Ollie’s Tail: A tale.

As I know (from comments and e mails) that many of you are interested, here is a short update on the condition of my poorly dog, Ollie. I felt it was necessary to take him to the Vet this morning, even though my dealings with any Vet in the past have always left me uneasy. I cannot justify the huge costs, for what is often a very short visit, and for what is sometimes the most minor treatment. I understand that to be a Vet, is an expensive proposition. Years of study, post-graduate qualifications, and acceptance into a busy practice, often for a large fee. It all adds up. They probably don’t start earning a decent salary (by Vet standards, of course, not by normal ones) until they are into their late twenties. This leaves them with a fair bit of catching up to do, at our expense.

Don’t get me wrong, I want the best care for my dog, and I don’t want him to suffer, or to be in any discomfort. But this is probably the closest we ever get, to seeing private healthcare as it really is, in countries where it is often the only decent option. As we only have the Vet’s word for what is wrong, we pay up, listen to the necessary medications prescribed, and return as instructed, for follow-up treatments. I just have a niggling doubt that a lot of it is unnecessary, and done to increase the bill at the end. If you question the charges, they rattle off the cost of all the tests and anaesthetics, making you feel guilty about not wanting the best for your pet. In extreme circumstances, they invite you to take your pet off their books, and start all over with a different Vet. Same prices though. Maybe it is just me, but I would like to see them looking a bit more worried about the dog, and less worried that I have the means to pay. Of course, I don’t expect them to work for free, just for a little less.
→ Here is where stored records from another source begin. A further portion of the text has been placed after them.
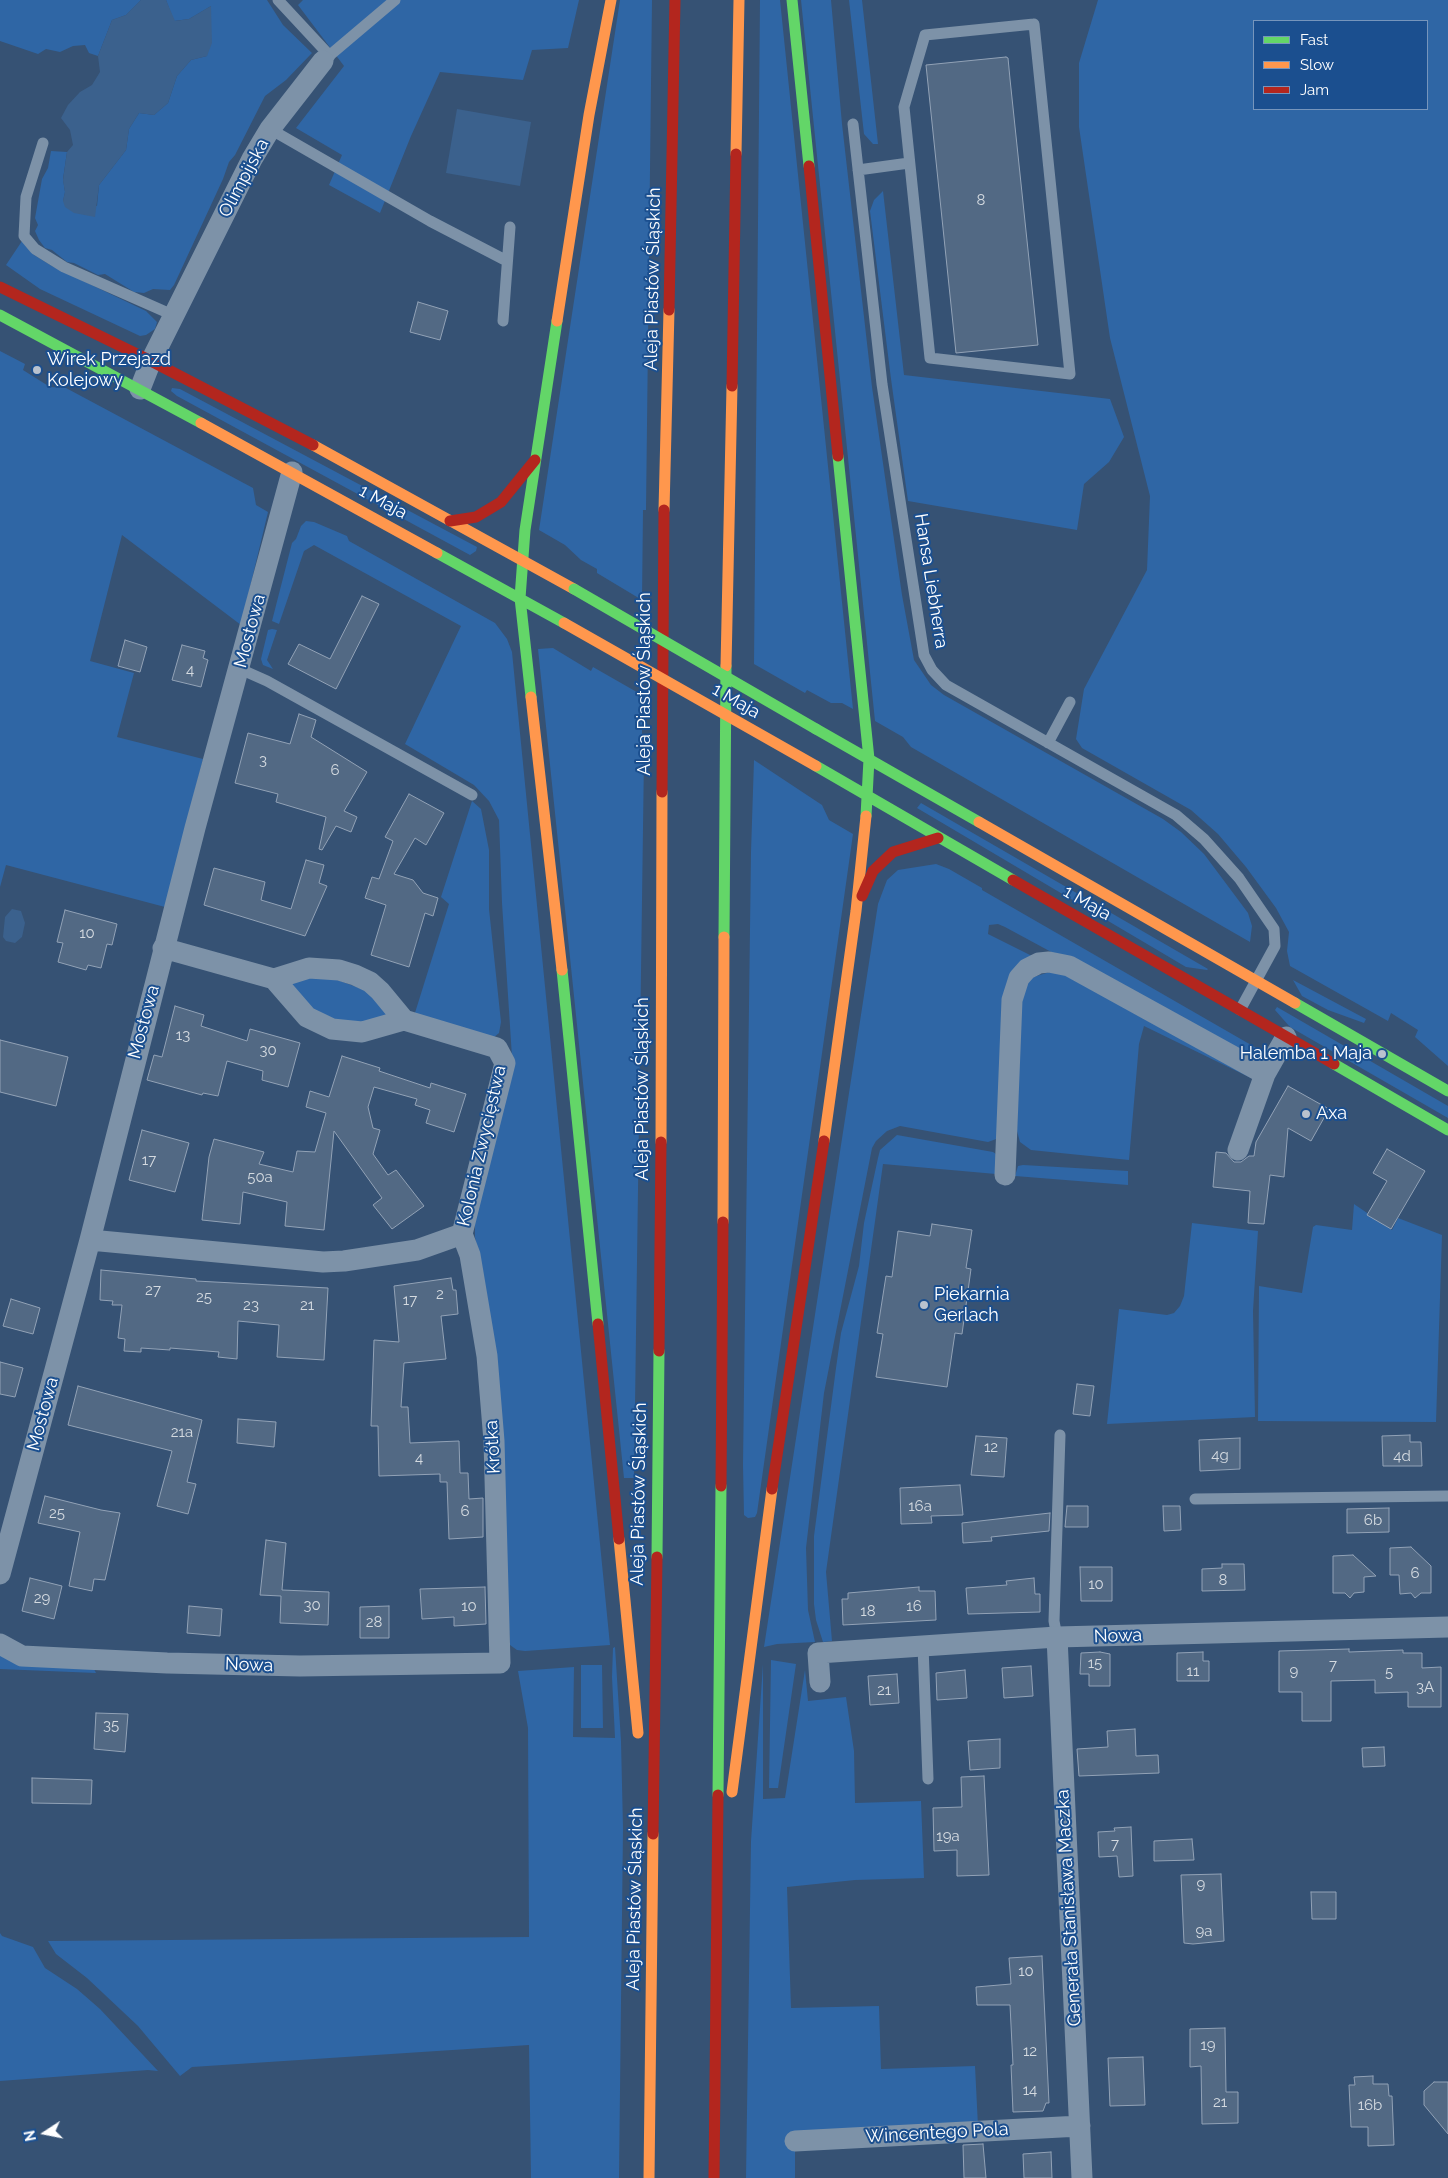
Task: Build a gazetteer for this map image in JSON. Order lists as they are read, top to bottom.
{
  "streets": {
    "main road": ["Aleja Piastów Śląskich", "1 Maja"],
    "street": [
      "Olimpijska",
      "Mostowa",
      "Kolonia Zwycięstwa",
      "Krótka",
      "Nowa",
      "Generała Stanisława Maczka",
      "Wincentego Pola"
    ],
    "lane": ["Hansa Liebherra"]
  },
  "crossings": [
    ["Olimpijska", "1 Maja"],
    ["1 Maja", "Hansa Liebherra"],
    ["1 Maja", "Mostowa"],
    ["Mostowa", "Kolonia Zwycięstwa"],
    ["Kolonia Zwycięstwa", "Krótka"],
    ["Krótka", "Nowa"],
    ["Nowa", "Generała Stanisława Maczka"],
    ["Generała Stanisława Maczka", "Wincentego Pola"]
  ],
  "places": [
    "Wirek Przejazd Kolejowy",
    "Halemba 1 Maja",
    "Axa",
    "Piekarnia Gerlach"
  ],
  "house_numbers": [
    "8",
    "4",
    "3",
    "6",
    "10",
    "13",
    "30",
    "17",
    "50a",
    "27",
    "2",
    "25",
    "17",
    "23",
    "21",
    "21a",
    "12",
    "4g",
    "4d",
    "4",
    "16a",
    "6",
    "25",
    "6b",
    "6",
    "8",
    "10",
    "29",
    "30",
    "10",
    "16",
    "18",
    "28",
    "15",
    "7",
    "11",
    "9",
    "5",
    "3A",
    "21",
    "35",
    "19a",
    "7",
    "9",
    "9a",
    "10",
    "19",
    "12",
    "14",
    "21",
    "16b"
  ],
  "legend": ["Fast", "Slow", "Jam"],
  "north": "left"
}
I digress. Ollie was kept in, to have a general anaesthetic. He was unlikely to sit still for a proper examination and treatment, even if muzzled. Even before she agreed this, the Vet immediately began to estimate future costs, should her initial treatment prove to be unsuccessful. With only a cursory glance at the dog, she began to quote me hundreds of pounds for future surgery, that might be needed, to create a proper stump on his tail. After three hours had passed, I went to collect him. I had to pay before even seeing him, and it was a hefty bill, for treatment lasting less than an hour, then letting him sleep somewhere, for two more. He has a huge bandage on his tail, which was shaved and cleaned. Antibiotics have been administered, and I had to buy more, as well as pain killers, to take home. He has slept all the rest of the time, feeling most sorry for himself.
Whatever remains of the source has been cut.